Collected data

···

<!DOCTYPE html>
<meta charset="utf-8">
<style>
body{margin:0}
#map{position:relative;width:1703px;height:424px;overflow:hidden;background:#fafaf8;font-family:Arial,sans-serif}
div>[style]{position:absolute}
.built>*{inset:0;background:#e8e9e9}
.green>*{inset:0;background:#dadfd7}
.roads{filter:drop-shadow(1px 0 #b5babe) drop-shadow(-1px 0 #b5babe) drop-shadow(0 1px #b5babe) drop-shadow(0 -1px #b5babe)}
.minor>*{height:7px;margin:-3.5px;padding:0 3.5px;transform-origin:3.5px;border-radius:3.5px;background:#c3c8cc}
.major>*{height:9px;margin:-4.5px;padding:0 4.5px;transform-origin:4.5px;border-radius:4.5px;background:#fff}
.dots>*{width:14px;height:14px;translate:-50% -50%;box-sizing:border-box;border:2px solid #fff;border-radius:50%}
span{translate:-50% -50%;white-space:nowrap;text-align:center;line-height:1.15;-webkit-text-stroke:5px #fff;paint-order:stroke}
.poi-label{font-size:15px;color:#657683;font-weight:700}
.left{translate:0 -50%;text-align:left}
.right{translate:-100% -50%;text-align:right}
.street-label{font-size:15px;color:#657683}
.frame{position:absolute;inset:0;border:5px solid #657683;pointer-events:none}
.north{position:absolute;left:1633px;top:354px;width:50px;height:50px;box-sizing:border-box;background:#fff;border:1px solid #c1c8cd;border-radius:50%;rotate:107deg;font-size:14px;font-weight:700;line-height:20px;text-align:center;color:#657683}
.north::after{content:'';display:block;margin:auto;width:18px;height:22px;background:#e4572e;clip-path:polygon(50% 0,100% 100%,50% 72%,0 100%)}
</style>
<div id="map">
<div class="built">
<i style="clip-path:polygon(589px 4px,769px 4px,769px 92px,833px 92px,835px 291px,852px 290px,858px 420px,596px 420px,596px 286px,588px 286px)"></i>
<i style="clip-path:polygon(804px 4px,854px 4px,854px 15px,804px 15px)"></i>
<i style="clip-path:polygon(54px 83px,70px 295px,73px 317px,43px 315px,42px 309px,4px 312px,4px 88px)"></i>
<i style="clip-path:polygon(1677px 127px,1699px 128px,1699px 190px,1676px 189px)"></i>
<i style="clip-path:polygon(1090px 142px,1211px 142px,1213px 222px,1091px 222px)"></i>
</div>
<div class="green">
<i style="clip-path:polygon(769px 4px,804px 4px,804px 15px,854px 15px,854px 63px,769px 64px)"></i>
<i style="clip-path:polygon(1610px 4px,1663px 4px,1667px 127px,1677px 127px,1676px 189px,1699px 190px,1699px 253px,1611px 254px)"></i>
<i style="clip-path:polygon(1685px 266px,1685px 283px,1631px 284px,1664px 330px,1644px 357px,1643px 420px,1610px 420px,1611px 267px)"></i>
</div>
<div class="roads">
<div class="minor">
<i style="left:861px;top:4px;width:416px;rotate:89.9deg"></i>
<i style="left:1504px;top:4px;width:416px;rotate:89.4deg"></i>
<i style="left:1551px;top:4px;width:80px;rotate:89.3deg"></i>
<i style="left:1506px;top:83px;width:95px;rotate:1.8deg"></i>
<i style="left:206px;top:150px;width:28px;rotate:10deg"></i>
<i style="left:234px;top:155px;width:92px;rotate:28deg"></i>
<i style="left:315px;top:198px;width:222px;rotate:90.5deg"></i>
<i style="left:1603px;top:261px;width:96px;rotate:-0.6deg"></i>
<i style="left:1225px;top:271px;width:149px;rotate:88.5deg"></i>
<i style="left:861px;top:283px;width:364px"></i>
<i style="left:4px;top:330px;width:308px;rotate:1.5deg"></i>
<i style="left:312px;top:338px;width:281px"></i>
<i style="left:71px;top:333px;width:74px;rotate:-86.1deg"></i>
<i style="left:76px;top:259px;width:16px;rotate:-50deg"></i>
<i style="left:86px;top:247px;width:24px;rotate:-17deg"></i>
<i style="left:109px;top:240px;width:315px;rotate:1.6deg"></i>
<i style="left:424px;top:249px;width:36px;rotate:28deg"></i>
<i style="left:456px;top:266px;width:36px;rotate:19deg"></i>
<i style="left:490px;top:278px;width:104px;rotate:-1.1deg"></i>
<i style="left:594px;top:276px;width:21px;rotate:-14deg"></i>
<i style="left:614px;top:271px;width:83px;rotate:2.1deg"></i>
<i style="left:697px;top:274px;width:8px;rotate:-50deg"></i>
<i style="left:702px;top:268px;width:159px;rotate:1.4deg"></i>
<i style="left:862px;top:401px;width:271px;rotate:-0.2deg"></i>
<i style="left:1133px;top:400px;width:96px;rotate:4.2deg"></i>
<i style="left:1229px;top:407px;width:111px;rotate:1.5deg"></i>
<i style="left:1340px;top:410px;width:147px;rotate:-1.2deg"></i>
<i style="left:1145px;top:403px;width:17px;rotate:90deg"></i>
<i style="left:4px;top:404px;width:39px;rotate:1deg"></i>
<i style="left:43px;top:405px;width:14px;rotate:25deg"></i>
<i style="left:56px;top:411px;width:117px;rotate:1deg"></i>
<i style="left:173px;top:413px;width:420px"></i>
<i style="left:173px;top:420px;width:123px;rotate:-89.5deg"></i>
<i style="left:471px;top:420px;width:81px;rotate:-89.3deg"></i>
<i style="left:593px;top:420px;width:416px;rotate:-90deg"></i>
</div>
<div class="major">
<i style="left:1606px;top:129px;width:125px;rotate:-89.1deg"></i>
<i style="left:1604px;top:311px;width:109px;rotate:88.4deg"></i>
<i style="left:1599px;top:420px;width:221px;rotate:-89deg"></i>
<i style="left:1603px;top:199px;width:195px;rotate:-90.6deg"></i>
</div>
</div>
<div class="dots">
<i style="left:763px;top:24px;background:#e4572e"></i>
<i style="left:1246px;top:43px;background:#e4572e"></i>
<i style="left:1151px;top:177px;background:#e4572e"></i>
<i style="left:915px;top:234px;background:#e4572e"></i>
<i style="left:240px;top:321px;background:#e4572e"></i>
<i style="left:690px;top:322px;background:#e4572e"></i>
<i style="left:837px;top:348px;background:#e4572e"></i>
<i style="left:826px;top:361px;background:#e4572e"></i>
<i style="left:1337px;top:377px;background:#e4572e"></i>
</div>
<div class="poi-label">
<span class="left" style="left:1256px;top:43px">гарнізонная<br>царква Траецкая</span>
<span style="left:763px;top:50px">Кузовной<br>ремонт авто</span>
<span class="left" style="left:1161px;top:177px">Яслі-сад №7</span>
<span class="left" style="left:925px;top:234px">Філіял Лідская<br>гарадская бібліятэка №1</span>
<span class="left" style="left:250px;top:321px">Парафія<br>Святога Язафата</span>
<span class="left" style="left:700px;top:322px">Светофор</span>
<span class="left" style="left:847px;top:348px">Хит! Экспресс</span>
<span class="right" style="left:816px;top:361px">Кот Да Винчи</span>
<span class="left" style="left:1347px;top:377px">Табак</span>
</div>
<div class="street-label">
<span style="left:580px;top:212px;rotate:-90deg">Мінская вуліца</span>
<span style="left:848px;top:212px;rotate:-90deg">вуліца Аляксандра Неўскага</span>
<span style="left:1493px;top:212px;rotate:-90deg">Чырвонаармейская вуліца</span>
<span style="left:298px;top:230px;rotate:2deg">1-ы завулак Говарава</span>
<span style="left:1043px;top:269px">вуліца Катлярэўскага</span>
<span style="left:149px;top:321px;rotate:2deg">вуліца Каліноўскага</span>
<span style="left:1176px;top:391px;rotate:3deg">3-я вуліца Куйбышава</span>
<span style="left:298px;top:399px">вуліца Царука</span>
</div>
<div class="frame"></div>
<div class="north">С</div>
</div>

···

TASK GOAL –
Count the lines above that include the string "roads". Write only the number.

EXERCISE RESPONSE –
2